### Data for review
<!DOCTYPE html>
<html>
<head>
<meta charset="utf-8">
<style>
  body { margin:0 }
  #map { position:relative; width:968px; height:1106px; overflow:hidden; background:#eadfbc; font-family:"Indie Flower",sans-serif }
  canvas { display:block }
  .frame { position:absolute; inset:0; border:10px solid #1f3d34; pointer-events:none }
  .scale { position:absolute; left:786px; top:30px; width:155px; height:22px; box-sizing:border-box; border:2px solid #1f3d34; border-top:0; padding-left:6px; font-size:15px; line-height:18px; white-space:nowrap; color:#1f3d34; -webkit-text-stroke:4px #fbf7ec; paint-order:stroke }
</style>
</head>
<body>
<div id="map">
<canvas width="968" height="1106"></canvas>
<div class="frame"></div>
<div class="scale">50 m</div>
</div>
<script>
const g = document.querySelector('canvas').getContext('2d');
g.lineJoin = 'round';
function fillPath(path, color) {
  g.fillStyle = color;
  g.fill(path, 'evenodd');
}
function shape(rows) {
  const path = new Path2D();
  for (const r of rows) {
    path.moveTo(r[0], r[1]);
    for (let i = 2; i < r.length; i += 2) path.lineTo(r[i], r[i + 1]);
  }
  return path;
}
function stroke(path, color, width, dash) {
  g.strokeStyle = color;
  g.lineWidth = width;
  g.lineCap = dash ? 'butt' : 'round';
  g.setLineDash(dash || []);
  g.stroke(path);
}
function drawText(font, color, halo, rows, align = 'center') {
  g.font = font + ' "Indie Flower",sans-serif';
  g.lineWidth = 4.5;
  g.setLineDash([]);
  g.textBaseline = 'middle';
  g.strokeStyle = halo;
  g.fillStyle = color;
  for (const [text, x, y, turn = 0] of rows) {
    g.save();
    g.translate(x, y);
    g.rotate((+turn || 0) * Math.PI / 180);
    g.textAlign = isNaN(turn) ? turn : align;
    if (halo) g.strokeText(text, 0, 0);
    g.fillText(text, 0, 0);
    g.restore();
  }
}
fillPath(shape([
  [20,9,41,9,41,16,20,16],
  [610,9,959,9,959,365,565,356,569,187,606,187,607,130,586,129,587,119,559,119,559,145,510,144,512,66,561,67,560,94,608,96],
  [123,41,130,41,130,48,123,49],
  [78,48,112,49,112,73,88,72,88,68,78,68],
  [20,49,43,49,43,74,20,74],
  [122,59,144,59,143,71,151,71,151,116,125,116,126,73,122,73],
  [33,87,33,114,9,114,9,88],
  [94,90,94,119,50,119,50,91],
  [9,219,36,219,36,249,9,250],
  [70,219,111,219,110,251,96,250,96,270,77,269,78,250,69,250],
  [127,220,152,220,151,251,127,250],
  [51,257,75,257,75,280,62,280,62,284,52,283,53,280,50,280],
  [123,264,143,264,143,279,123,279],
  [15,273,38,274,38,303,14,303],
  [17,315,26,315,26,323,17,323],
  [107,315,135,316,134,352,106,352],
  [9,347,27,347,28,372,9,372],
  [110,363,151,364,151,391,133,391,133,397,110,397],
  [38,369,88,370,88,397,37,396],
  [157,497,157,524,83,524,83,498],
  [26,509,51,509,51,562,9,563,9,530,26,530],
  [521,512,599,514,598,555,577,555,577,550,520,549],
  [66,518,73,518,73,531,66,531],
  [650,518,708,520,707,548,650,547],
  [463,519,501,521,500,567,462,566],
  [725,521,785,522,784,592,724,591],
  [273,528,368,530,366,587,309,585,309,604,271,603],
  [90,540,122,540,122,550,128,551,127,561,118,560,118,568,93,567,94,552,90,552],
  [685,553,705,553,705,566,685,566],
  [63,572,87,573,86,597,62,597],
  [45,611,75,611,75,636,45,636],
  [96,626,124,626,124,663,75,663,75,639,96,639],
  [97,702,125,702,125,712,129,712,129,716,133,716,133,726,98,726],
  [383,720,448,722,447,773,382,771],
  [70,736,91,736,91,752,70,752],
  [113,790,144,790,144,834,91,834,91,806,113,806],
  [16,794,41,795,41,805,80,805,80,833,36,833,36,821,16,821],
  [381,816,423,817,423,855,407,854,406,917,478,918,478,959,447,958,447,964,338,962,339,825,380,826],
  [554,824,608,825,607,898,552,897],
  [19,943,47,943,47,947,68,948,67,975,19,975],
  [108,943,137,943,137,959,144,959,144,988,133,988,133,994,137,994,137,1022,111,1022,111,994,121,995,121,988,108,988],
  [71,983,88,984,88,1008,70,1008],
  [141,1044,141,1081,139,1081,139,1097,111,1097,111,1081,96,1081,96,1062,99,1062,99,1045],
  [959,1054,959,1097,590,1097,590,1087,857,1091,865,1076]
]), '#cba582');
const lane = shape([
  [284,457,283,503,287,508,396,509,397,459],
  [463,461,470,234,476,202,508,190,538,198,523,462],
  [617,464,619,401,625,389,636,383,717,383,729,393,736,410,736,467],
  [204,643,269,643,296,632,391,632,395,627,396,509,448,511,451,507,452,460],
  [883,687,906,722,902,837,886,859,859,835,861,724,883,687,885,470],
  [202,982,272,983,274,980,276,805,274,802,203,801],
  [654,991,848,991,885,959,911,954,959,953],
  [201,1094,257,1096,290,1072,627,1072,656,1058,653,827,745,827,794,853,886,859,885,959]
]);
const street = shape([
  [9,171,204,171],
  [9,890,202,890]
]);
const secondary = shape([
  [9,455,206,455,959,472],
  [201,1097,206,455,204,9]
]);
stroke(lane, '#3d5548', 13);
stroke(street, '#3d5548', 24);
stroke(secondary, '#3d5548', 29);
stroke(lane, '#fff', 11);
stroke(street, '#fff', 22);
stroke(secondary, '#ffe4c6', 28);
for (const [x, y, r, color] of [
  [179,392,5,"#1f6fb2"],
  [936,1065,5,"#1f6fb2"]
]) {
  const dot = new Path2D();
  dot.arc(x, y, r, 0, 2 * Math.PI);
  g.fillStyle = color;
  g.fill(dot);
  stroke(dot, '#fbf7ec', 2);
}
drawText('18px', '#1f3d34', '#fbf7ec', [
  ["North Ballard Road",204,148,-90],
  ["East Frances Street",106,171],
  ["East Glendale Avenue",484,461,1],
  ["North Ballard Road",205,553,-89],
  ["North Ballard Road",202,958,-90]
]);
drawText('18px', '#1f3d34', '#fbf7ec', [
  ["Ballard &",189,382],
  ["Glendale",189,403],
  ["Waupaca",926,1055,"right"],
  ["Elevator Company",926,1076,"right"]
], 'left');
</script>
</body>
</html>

### What needs to be done
Within the material, how many lines hold the word "canvas"? Only the number is needed.

### Output of the task
3